Two months after Schumacher’s ski accident, hopes for his recovery dim
Published 12:00 am Friday, February 28, 2014
GRENOBLE, France — The hubbub of jostling reporters and television crews is a memory now, nearly two months after the helicopter carrying Michael Schumacher, the most successful Grand Prix racing driver in history, landed at University Hospital Center in this old Roman city after traveling from a rocky snow slope at the Meribel ski resort 45 miles away.
Outside the nine-story hospital, with a panoramic view toward the snow-covered Alps, the news media scrum has disappeared. Only a solitary, weather-stained banner remains to indicate that Schumacher is still a patient, deeply comatose and in critical condition, in the fifth-floor neurological intensive care unit.
“Schumi,” the banner outside the hospital says in bold scarlet letters, using the driver’s nickname and the color associated with the Ferrari team, with which he won most of his laurels: a record seven driver’s championships and 91 Grand Prix wins. “All our thoughts for you and your family.”
In part, the reporters’ disappearance from the hospital’s grounds has been a response to appeals by Schumacher’s wife, Corinna, to spare the family further intrusion into their privacy as they maintain their bedside vigil. But the news media’s absence tells another, more melancholy story as well.
Attention has moved on, with Schumacher becoming only the latest, if one of the best-known, additions to the sobering roll call of those who have fallen into the oblivion — for weeks, months or even years — of long-term comas after suffering traumatic head injuries while engaging in potentially hazardous recreational sports.
Doctors in Grenoble, the gateway to France’s best-known skiing resorts, say that hundreds of injured skiers have arrived at the hospital with concussions and more serious head injuries in recent years. Some of them occupy beds near Schumacher’s.
The outlook for Schumacher, 45, has been obscured by the decision of his doctors and his family not to give regular updates on his progress. But what is known seems increasingly dispiriting, at least for his prospects of achieving a complete mental and physical recovery, or even of escaping long-term impairment.
His injuries prompted two operations in his first 36 hours at the hospital to remove blood clots from his brain, and a statement by his doctors after the second operation said scans had revealed multiple clots in deeper areas of the brain that were not accessible to surgery. Those deep clots, medical experts say, pose the most serious threat to Schumacher’s recovery, and perhaps to his survival.
Unable to remove them, the Grenoble doctors moved more than three weeks ago to a new and critical phase of treatment — an effort to bring Schumacher out of the medically induced coma in which he has lain since he arrived on Dec. 29.

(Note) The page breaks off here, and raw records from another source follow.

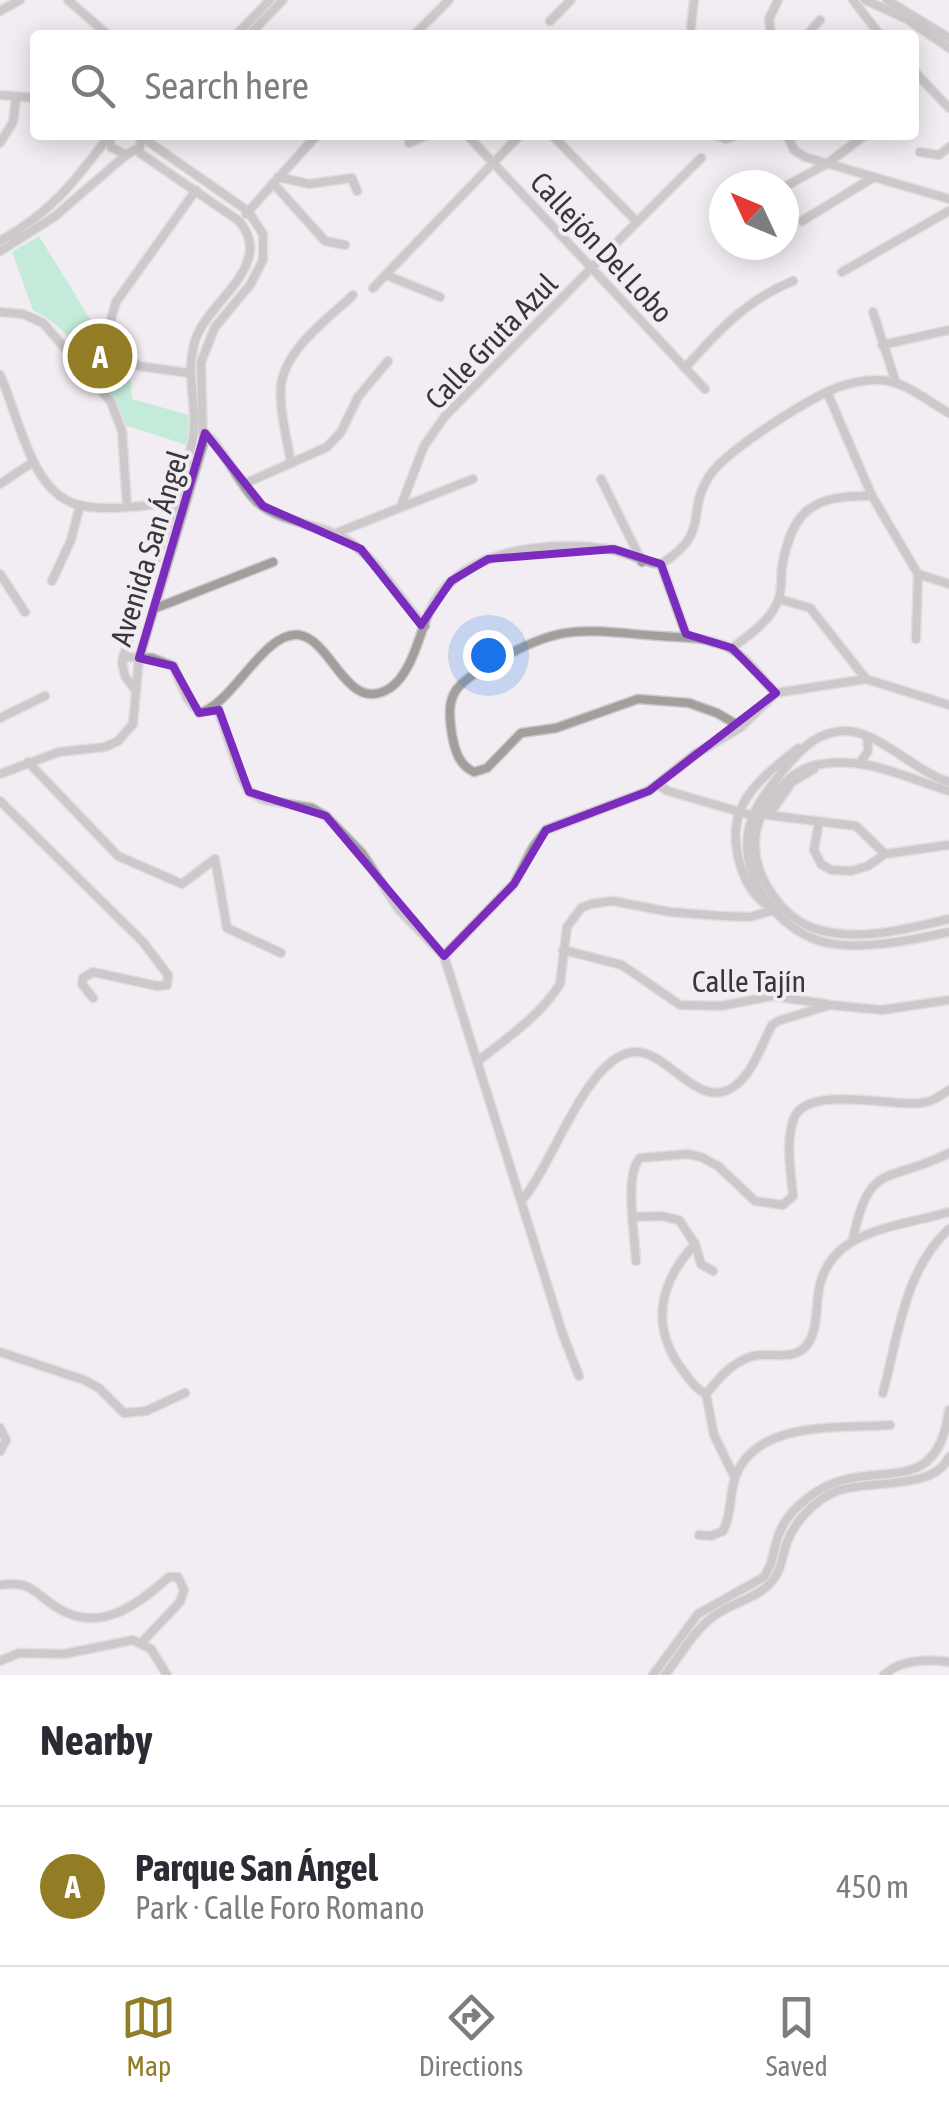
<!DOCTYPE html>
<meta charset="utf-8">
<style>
body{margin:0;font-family:"Asap Condensed",sans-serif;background:#f2f2f3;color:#2b2b33}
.compass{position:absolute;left:709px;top:170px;width:90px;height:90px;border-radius:50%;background:#fff;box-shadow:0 5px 25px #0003;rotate:314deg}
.you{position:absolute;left:488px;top:655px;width:35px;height:35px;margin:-25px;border:8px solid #fff;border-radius:50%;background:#1a73e8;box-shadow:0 0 0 15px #1a73e833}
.badge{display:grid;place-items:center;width:65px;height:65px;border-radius:50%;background:#937d24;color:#fff;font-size:32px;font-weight:700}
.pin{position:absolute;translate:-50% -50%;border:5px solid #fff;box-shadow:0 2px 10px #0006}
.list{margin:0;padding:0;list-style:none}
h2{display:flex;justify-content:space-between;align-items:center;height:130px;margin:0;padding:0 40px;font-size:42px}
h2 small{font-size:32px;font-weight:400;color:#7c7c81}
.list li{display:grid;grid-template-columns:65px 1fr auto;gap:30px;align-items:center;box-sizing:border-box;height:160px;padding:0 40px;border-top:2px solid #e1e1e2}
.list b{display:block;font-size:38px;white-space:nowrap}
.list p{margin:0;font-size:32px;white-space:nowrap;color:#7c7c81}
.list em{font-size:32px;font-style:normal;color:#7c7c81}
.icon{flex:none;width:55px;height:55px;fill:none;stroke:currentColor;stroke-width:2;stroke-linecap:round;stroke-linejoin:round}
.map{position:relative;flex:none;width:949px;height:1675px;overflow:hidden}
.search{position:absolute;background:#fff;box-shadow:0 5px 25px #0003;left:30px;right:30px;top:30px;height:110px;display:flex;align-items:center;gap:25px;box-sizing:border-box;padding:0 35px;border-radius:10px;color:#7c7c81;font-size:38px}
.sheet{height:290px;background:#fff}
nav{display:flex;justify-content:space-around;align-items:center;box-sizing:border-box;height:140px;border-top:2px solid #e1e1e2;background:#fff;font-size:28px;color:#7c7c81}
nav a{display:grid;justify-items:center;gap:5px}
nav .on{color:#937d24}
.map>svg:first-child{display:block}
.green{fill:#8de9bc}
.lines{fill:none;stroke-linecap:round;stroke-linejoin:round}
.minor-casing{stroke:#cdc9ce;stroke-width:11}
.minor{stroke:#a19e9c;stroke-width:8}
.marked{fill:none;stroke:#7b2cbf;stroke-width:8;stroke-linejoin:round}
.labels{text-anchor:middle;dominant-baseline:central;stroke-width:8;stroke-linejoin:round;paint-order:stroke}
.street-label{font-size:30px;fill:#393739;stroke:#f2edf3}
</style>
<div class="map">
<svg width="949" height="1675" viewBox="0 0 949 1675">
<rect width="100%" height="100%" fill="#f2edf3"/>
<path class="green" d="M39 236 103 340 130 374 132 399 189 415 187 445 124 425C102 381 78 332 33 310L12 252Z"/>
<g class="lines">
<defs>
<g id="minor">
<polyline points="68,0 108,35"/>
<polyline points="853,0 880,35"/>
<polyline points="865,0 907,19 949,48"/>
<polyline points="887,0 949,38"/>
<polyline points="0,11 20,0"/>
<polyline points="550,21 571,0"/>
<polyline points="691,27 694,0"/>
<polyline points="236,35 270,0"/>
<polyline points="249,35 283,0"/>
<polyline points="414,35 449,0"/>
<polyline points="771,35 769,19 778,0"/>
<polyline points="807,35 820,20"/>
<polyline points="914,71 949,108"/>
<polyline points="0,95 35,98"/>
<polyline points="109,135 111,147 126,155 140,147 142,135"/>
<polyline points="467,135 705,389"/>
<polyline points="716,135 726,139 737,135"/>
<polyline points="787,135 794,150 805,157 949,199"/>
<polyline points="0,143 13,122 16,99"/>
<polyline points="409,143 427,135"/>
<polyline points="920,152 939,155 949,147"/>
<polyline points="278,177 309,184 352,178 357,191"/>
<polyline points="273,183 325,241 345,245"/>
<polyline points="784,187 828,163 865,135"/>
<polyline points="246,214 317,135"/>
<polyline points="802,221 874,177"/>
<polyline points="637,222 701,158"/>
<path d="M0 241C52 212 74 182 109 136"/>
<polyline points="0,251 54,217 126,155"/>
<polyline points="842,272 949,211"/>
<polyline points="386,275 440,297"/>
<polyline points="373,288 520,135"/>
<polyline points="0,312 23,314 43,323 111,402 122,431 127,506"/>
<polyline points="873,312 896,383"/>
<polyline points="882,345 949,330"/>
<path d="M685 368C718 331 746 300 793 281"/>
<polyline points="189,373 138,366 118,348 109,326 116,302 196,190"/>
<path d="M0 375C19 415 30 493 79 505 108 512 144 505 174 503"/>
<polyline points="827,392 872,496 918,574 949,584"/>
<path d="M204 432C226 451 235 479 255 500 279 524 319 522 347 540 380 560 398 599 425 626"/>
<path d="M291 463C287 439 279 410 281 386 285 349 328 319 353 295"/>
<polyline points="601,479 642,562"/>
<polyline points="0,484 33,462"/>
<polyline points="244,484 327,447 341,432 358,397 388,361"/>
<polyline points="401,506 424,446 445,416 637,222 552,135"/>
<polyline points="336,533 473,479"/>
<polyline points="661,564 686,634"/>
<polyline points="0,574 25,612"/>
<polyline points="52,581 71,540 80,505"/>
<polyline points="779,599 810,608 866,679"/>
<polyline points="156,608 273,562"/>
<polyline points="916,639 918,574"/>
<path d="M732 648C749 635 772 620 779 598 782 588 781 577 782 567 792 508 815 495 872 496"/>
<path d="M123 657 152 658 173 666 187 698 199 713C233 705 263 631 299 635 332 639 347 716 390 688 411 674 419 637 428 614 456 547 548 541 610 549 628 551 642 563 661 564 713 531 684 514 710 475 726 451 801 404 829 391 846 383 869 378 888 381 909 385 931 403 949 413"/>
<path d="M135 690 125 676 122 662C143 588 174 518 192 443 200 408 183 374 196 338 210 300 276 264 239 221L137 151"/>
<polyline points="217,707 241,777 249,792 265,800 312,808 326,816 362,853 399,910 444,956 563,1335 579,1376"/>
<polyline points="0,718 45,696"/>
<path d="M741 727 717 713 689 703 638 699 556 728 521 733 487 768 474 772C459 765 455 751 452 735 445 692 455 685 491 664 563 622 580 630 659 636 687 638 698 636 726 646 744 653 762 679 776 693L866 679 949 705"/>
<polyline points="28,762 118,856 182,884 215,859 227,928 281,953"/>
<polyline points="860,763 868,751 867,736"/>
<polyline points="0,774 59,752 105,747 118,741 133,724 139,658 203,445 201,362 215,327 250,285 263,260 263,234 248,211 143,138"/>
<path d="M949 782C916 772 879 732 847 731 819 730 802 748 785 768 770 787 751 809 748 834 742 880 777 927 820 941 856 952 913 940 949 932"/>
<polyline points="658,785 668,791 747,814"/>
<path d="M949 791C904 777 865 755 816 765 785 772 754 812 755 845 755 878 782 917 813 928 857 943 905 929 949 919"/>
<polyline points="0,801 143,942 168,975 167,985 157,986 93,972 83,978 82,984 93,998"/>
<polyline points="767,815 856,826 885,854"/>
<polyline points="769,815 792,782 814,769"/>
<polyline points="819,821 814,850 821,864 831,870 851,871 868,866 885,854 949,845"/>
<path d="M767 905C741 888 729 840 740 811 749 786 779 763 799 748"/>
<polyline points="563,950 622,965 680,1005 721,1006 772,996 827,1004"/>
<polyline points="444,956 514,884 533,847 546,830 649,791 696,754 741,727 776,693"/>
<path d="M478 1061C507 1038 540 1016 560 984L567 927 581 908 591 904 613 901 670 912 722 916 750 917 774 910"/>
<path d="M523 1199C552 1165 582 1070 625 1054 665 1039 696 1117 736 1085 753 1072 762 1044 772 1025L778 1021 830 1005 882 1010 949 1000"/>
<path d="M634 1217 661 1216 679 1220 695 1244C658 1284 650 1328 684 1372 690 1381 696 1389 706 1394L714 1435 735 1478"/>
<path d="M853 1239C869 1160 888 1184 949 1153"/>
<polyline points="695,1244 701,1264 713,1271"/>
<path d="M636 1261C635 1237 624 1174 640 1158L688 1154 701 1157 718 1166 755 1201 783 1205 793 1196C791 1171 785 1142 794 1118 808 1084 890 1107 921 1103 932 1102 940 1096 949 1090"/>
<polyline points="0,1352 84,1380 99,1388 124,1413 146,1411 185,1393"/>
<path d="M883 1393C898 1337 904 1270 949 1229"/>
<path d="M706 1394C719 1378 732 1362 753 1356 770 1352 792 1361 805 1347 817 1335 816 1312 818 1296 825 1229 895 1228 949 1212"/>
<polyline points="0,1428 6,1440 0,1451"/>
<path d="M699 1535 711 1536 723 1531C732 1514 729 1496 735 1478 755 1419 841 1429 890 1425"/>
<path d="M0 1585C30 1580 33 1592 56 1607 99 1635 137 1605 169 1577H178L184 1590 180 1602 142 1642"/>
<polyline points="0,1661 19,1653 64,1654 133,1640 151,1649 167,1675"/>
<path d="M653 1675 698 1614 764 1577C774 1563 773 1549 779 1534 784 1520 796 1507 808 1498 866 1450 936 1509 949 1410"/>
<path d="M665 1675C681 1654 697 1625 720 1612 738 1601 759 1597 772 1581 781 1571 782 1557 786 1545 794 1522 814 1500 837 1491 869 1479 934 1491 949 1457"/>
<path d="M884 1675C901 1659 927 1659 949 1662"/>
</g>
</defs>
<use href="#minor" class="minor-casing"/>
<use href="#minor" class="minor"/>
</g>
<path d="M0 0H949V1675H0ZM205 433 263 506 361 549 421 625 451 581 488 559 614 549 661 564 686 634 732 648 776 693 649 791 546 830 514 884 444 956 326 816 249 792 219 710 199 713 173 666 139 658Z" fill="#f2edf3" fill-opacity=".55" fill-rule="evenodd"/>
<path class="marked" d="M205 433 263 506 361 549 421 625 451 581 488 559 614 549 661 564 686 634 732 648 776 693 649 791 546 830 514 884 444 956 326 816 249 792 219 710 199 713 173 666 139 658Z"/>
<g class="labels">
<g class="street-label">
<text transform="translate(602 247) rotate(47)">Callejón Del Lobo</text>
<text transform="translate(491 341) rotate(-46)">Calle Gruta Azul</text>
<text transform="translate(149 548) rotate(-73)">Avenida San Ángel</text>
<text x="749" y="981">Calle Tajín</text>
</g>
</g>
</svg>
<svg class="compass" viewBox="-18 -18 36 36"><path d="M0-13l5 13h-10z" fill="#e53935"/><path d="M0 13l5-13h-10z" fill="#7c7c81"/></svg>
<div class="you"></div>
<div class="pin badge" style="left:100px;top:356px">A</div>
<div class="search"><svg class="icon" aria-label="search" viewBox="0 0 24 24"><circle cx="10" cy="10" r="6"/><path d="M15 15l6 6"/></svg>Search here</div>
</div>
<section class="sheet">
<h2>Nearby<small></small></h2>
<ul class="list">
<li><span class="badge">A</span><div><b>Parque San Ángel</b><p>Park · Calle Foro Romano</p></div><em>450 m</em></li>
</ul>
</section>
<nav>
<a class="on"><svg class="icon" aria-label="map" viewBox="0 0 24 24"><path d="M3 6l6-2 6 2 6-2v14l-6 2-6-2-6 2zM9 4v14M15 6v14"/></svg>Map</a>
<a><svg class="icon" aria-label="directions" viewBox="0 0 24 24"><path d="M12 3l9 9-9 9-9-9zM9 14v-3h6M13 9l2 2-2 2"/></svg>Directions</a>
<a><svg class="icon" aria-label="saved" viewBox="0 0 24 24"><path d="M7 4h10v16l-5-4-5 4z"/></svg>Saved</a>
</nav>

Since that treatment began, the only medical updates have been unofficial and anonymously sourced reports in German newspapers and magazines.
Those reports prompted a new statement by Sabine Kehm, Schumacher’s spokeswoman, who said Monday that the process of lifting the coma remained “unchanged.” That was not in itself a denial of the German reports that the attempt to revive him had failed, as experts have said that temporary suspension of the waking process is common in such cases.
In addition, “repeated partial awakening, reassessment and re-sedation” are common, given the complexity of the process, according to Headway, a British brain injury charity.
At Meribel, skiers continue to flock to the slope where Schumacher, skiing with his 14-year-old son, Mick, had his accident, about 7,000 feet up the Saulire mountain, which overlooks the town. Meribel’s slopes were used for the women’s skiing events in the 1992 Winter Olympics, and complaints then, particularly in the downhill, were that the high-altitude descents were too steep.
But members of the ski rescue team at the top of the mountain, at a station known as Dent de Burgin — the unit that responded to the Schumacher accident, summoning the helicopter that took him to Grenoble — said there had been barely 400 skiing injuries of all kinds among visitors who bought more than 1.3 million day passes for the Meribel slopes last year.
As for Schumacher, they said, he had avoided the most perilous descent, which has an 85 percent incline at one point. Instead he took a gentler, wind-around route to a lower slope where, for reasons that remain unexplained, he chose to cross between two heavily traveled pistes, or trails. That took him across an area of ungroomed snowfield strewn with rocks, whose perimeter is marked with red-painted poles.
A French police investigation that was formally closed last week, drawing in part from videotape retrieved from Schumacher’s helmet-mounted camera, found that the initial impact had occurred four feet from the piste and that Schumacher had been catapulted over the tips of his skis into a headfirst impact with another rock 34 feet farther on that caused his helmet to split. Police ruled that there had been no negligence or other error, by Meribel or Schumacher, that required further criminal investigation.
That conclusion met with broad support among skiers on the Saulire runs, many of whom said they were satisfied with Meribel’s safety arrangements. Merlin, of the rescue team, who has skied the mountain for more than 40 years, said that Schumacher, who owns a chalet nearby, was known on the slopes as a good skier and that what he had done in crossing the rocky area was not unusual.
“It’s quite normal,” he said. “But he was unlucky.”